Outraged that he is being forced to divert his hard-earned resources away from his education and career in order to buy a service he neither needs nor wants, Matt has decided to sue the federal government, asking the federal district court in Washington, D.C., to enjoin enforcement of the Individual Mandate on the grounds that it violates the United States Constitution. Other legal challenges to the Individual Mandate are pending in courts across the country, such as the well-known lawsuits brought by various state governments and officials whose purpose is to protect their sovereignty against federal encroachment. But few challenges take up the cause as championed by Matt, who is driven by the explicit desire to have the government recognize his right to life, liberty, and the pursuit of happiness, exercised in accordance with his own values and goals.1

Let us consider the prospects for Matt’s constitutional challenge to the Individual Mandate.

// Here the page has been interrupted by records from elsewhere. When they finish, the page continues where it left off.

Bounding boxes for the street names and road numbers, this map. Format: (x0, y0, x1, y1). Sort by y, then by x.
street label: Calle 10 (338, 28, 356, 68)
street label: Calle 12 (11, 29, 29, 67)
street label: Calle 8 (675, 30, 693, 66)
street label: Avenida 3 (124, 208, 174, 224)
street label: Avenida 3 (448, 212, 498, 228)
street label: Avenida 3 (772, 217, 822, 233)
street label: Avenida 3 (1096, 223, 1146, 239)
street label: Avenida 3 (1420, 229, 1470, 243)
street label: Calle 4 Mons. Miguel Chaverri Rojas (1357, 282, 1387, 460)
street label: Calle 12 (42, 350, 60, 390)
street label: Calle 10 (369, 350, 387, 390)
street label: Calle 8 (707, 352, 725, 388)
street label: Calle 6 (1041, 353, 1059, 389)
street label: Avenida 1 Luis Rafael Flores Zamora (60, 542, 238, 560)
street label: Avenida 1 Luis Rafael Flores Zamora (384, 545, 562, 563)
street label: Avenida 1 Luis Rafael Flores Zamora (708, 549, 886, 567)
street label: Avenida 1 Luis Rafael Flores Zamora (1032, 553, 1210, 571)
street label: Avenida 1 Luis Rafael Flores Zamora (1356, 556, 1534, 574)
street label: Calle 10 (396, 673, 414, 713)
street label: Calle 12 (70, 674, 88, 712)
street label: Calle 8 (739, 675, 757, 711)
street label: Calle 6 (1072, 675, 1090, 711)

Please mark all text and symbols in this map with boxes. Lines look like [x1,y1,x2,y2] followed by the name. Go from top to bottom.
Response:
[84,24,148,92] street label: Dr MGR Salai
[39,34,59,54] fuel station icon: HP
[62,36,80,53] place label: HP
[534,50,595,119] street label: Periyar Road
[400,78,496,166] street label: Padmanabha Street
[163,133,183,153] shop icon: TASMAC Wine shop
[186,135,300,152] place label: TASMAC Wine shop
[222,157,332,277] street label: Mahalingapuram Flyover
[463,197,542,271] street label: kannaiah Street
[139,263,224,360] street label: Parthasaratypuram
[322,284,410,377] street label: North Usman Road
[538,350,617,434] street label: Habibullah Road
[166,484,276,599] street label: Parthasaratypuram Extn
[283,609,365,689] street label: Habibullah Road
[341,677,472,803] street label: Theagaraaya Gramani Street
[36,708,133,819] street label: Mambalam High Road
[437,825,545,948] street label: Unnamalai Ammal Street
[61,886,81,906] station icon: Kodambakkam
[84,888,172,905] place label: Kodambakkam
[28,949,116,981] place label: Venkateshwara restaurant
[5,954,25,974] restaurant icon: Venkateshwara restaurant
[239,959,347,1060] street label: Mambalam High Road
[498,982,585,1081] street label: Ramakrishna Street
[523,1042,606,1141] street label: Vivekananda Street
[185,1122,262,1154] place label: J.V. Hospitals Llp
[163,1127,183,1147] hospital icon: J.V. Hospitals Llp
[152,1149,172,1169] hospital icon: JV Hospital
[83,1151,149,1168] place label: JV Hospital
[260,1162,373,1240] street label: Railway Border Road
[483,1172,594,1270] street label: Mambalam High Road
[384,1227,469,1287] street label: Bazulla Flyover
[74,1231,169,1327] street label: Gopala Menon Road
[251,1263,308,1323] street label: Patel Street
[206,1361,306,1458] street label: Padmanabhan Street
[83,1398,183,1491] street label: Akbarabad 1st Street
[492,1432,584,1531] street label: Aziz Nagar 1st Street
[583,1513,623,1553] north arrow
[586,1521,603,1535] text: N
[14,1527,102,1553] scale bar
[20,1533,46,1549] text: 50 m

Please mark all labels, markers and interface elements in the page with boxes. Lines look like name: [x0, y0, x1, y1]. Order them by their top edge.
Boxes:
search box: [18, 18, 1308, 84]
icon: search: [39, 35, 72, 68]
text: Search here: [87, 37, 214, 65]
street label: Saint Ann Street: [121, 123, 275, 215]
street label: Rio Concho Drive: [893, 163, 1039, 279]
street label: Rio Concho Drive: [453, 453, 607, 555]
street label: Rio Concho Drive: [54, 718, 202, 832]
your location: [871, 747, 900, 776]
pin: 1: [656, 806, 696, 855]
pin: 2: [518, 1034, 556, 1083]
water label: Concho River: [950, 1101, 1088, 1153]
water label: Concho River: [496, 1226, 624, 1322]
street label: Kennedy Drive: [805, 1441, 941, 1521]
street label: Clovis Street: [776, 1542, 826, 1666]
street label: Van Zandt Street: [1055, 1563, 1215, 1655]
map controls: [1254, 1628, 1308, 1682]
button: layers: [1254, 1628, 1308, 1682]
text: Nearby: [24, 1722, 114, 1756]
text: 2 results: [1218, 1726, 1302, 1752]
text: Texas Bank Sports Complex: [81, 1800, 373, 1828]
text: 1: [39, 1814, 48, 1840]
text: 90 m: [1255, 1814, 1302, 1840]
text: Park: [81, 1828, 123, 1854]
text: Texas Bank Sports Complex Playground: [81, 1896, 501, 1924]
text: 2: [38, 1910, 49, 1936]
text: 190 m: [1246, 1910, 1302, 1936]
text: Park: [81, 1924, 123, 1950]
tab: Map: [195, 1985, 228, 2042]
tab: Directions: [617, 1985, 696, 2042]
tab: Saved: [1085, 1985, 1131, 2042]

ObamaCare’s Individual Mandate

In brief, here is how the Individual Mandate will work: Beginning in 2014, with few exceptions, all individuals with legal residence in the United States will be forced to purchase a health-insurance plan with “minimum essential coverage,” as defined by the government. Exempt individuals include Native Americans, religious objectors, Americans living abroad, and the poor (whose health care will be subsidized). And what the law defines as “minimum essential coverage” is far more than is necessary for young and healthy individuals such as Matt. Thus, a catastrophic health-insurance plan covering only expenses related to medical emergencies—which would make sense for many Americans—would not satisfy the mandate’s requirements. Moreover, individuals subject to the Individual Mandate cannot satisfy the “minimum essential coverage” requirement by self-insuring: Under the act, they are prohibited from paying for their medical expenses out of pocket.2

Thus, if Matt fails to buy “minimum essential coverage” by January 1, 2014, the government will assess a financial penalty against him for every month he remains without such coverage. The penalty for failing to purchase approved health insurance is the greater of 2.5 percent of the taxpayer’s annual income, or $695 for each uninsured family member per year, up to a maximum of $2,085 per family per year—not an insignificant sum.3 Does the federal government—specifically, Congress—really have the legal power to force Matt and other Americans to buy a product or service, such as health insurance, from a private company?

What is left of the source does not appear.